Twenty-two cp. genomes of Capsicum species, including three newly sequenced cp. genomes of species such as C. chacoense, C. galapagoense, and C. tovarii, were used to construct Maximum Likelihood (ML) phylogenic trees employing the Kimura 2-parameter model (with 1000 bootstrap repeats) using MEGA X [32] after aligning whole cp. genome sequences using MAFFT 7.388. The divergence times among Capsicum species were estimated using the Bayesian method implemented in the BEAST program [33]. In BEAST, the lengths of the branches are converted into units of evolutionary time. Essentially, this allows the tree to be placed in a time-based context for a better understanding of evolutionary processes.
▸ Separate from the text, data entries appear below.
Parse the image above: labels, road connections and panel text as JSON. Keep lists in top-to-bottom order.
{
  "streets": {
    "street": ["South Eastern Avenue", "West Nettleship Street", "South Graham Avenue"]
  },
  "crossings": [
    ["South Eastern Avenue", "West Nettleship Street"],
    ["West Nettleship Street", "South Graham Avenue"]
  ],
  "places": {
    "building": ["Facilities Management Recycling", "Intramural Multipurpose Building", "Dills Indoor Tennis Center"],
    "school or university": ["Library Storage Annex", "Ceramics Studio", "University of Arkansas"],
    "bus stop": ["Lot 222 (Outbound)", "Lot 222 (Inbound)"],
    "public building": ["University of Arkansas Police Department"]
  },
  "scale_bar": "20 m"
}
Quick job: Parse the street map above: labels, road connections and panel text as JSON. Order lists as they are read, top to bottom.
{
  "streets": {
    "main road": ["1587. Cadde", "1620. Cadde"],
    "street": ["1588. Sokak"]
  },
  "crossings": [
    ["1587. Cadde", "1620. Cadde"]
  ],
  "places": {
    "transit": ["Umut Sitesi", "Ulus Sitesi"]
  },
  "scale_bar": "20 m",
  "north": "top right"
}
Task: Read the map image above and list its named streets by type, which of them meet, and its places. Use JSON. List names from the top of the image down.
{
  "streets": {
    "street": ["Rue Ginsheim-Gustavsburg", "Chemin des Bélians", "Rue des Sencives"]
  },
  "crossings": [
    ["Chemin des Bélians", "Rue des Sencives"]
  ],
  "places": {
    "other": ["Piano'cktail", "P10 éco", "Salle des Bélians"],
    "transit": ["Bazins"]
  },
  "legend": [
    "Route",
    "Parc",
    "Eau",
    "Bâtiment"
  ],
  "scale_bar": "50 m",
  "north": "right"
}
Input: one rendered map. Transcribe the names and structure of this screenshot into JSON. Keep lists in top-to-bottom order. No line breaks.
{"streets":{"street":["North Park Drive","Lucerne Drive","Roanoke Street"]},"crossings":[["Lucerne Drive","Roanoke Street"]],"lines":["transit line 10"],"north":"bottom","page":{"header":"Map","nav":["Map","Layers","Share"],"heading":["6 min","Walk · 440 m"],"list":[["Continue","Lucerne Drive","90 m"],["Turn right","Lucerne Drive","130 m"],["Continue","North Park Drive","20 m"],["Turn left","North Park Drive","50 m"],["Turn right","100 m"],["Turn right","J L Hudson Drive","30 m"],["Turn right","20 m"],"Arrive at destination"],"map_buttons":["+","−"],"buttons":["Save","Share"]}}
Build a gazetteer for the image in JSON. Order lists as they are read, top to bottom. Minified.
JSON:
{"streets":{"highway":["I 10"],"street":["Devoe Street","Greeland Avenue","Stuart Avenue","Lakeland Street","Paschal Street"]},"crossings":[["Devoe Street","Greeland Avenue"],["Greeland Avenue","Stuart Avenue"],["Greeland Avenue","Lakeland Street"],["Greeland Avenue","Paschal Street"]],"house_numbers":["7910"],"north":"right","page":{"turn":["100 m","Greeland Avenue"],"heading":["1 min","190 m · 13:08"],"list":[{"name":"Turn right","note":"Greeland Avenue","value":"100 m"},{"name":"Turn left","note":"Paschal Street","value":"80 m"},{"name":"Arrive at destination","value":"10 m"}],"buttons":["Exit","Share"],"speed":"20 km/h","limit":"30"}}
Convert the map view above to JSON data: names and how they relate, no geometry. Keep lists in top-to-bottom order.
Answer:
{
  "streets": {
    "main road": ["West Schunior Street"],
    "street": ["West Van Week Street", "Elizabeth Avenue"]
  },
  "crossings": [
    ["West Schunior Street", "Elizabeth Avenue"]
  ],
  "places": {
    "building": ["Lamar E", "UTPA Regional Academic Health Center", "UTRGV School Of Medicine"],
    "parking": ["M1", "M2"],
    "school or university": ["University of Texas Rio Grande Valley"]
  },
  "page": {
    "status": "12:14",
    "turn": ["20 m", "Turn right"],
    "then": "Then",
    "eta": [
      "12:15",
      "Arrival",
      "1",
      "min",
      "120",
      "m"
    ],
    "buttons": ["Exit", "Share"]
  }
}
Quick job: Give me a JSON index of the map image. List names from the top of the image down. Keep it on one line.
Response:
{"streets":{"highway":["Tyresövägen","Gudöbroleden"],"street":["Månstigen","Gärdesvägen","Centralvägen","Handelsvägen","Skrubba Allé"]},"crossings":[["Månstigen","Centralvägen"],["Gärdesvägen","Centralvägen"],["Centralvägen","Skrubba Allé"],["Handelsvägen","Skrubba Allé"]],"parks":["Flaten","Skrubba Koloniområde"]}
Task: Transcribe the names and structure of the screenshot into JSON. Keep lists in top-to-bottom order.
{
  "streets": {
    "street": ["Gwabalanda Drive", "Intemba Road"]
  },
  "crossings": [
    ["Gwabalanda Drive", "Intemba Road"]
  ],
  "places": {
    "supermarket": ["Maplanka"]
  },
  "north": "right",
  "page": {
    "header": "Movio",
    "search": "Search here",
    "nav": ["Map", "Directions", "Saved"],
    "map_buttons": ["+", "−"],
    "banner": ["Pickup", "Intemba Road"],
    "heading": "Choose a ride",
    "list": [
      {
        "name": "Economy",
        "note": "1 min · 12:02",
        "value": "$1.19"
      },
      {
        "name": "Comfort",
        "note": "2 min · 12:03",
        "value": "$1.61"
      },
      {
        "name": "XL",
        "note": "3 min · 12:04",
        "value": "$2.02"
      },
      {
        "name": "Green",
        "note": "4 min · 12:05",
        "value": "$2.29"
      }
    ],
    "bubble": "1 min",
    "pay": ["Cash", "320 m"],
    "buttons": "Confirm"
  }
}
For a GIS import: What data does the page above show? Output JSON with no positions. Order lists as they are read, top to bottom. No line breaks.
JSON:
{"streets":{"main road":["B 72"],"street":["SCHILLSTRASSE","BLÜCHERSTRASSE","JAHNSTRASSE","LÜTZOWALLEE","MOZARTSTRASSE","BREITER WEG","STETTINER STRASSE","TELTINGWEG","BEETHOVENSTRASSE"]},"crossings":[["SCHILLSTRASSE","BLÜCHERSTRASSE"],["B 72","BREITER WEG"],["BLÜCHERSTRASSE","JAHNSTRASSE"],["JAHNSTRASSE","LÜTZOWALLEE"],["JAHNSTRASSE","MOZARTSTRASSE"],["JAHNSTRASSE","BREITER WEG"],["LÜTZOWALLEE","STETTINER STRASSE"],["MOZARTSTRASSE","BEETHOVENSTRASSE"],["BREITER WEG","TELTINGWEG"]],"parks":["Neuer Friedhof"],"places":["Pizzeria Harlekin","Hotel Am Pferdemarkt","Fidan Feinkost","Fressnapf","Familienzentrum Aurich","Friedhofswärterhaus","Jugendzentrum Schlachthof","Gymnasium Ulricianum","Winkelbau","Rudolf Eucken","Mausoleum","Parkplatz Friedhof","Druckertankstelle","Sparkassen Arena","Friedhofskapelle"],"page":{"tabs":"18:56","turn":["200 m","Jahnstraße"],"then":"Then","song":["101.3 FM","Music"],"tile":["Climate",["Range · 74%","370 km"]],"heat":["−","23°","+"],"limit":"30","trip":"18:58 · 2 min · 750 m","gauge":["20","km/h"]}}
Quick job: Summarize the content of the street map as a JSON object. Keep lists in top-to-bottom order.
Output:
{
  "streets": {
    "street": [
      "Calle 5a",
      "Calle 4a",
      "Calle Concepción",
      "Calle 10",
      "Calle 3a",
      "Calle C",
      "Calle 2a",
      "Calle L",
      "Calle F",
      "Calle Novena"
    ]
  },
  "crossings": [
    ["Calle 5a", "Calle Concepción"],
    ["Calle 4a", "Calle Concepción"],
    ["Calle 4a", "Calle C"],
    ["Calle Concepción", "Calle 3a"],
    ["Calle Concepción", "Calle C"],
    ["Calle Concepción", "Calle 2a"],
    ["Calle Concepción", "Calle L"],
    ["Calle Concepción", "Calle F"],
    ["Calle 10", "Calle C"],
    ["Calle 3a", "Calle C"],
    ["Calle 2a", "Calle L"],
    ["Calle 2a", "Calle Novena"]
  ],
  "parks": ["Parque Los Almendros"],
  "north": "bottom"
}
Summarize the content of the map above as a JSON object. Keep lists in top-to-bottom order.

In the present study, an uncorrelated relaxed lognormal clock model was employed to enable independent optimization of evolutionary rates for each branch in the phylogenetic tree. The speciation process was represented using the Yule process [34]. Branching rates were determined using the GTR + I + G nucleotide substitution model, and two separate Markov chain Monte Carlo (MCMC) runs were conducted using BEAST, each spanning 100,000,000 generations. Sampling was performed at intervals of 10,000 generations during these runs to ensure comprehensive exploration of the parameter space and convergence of the analysis.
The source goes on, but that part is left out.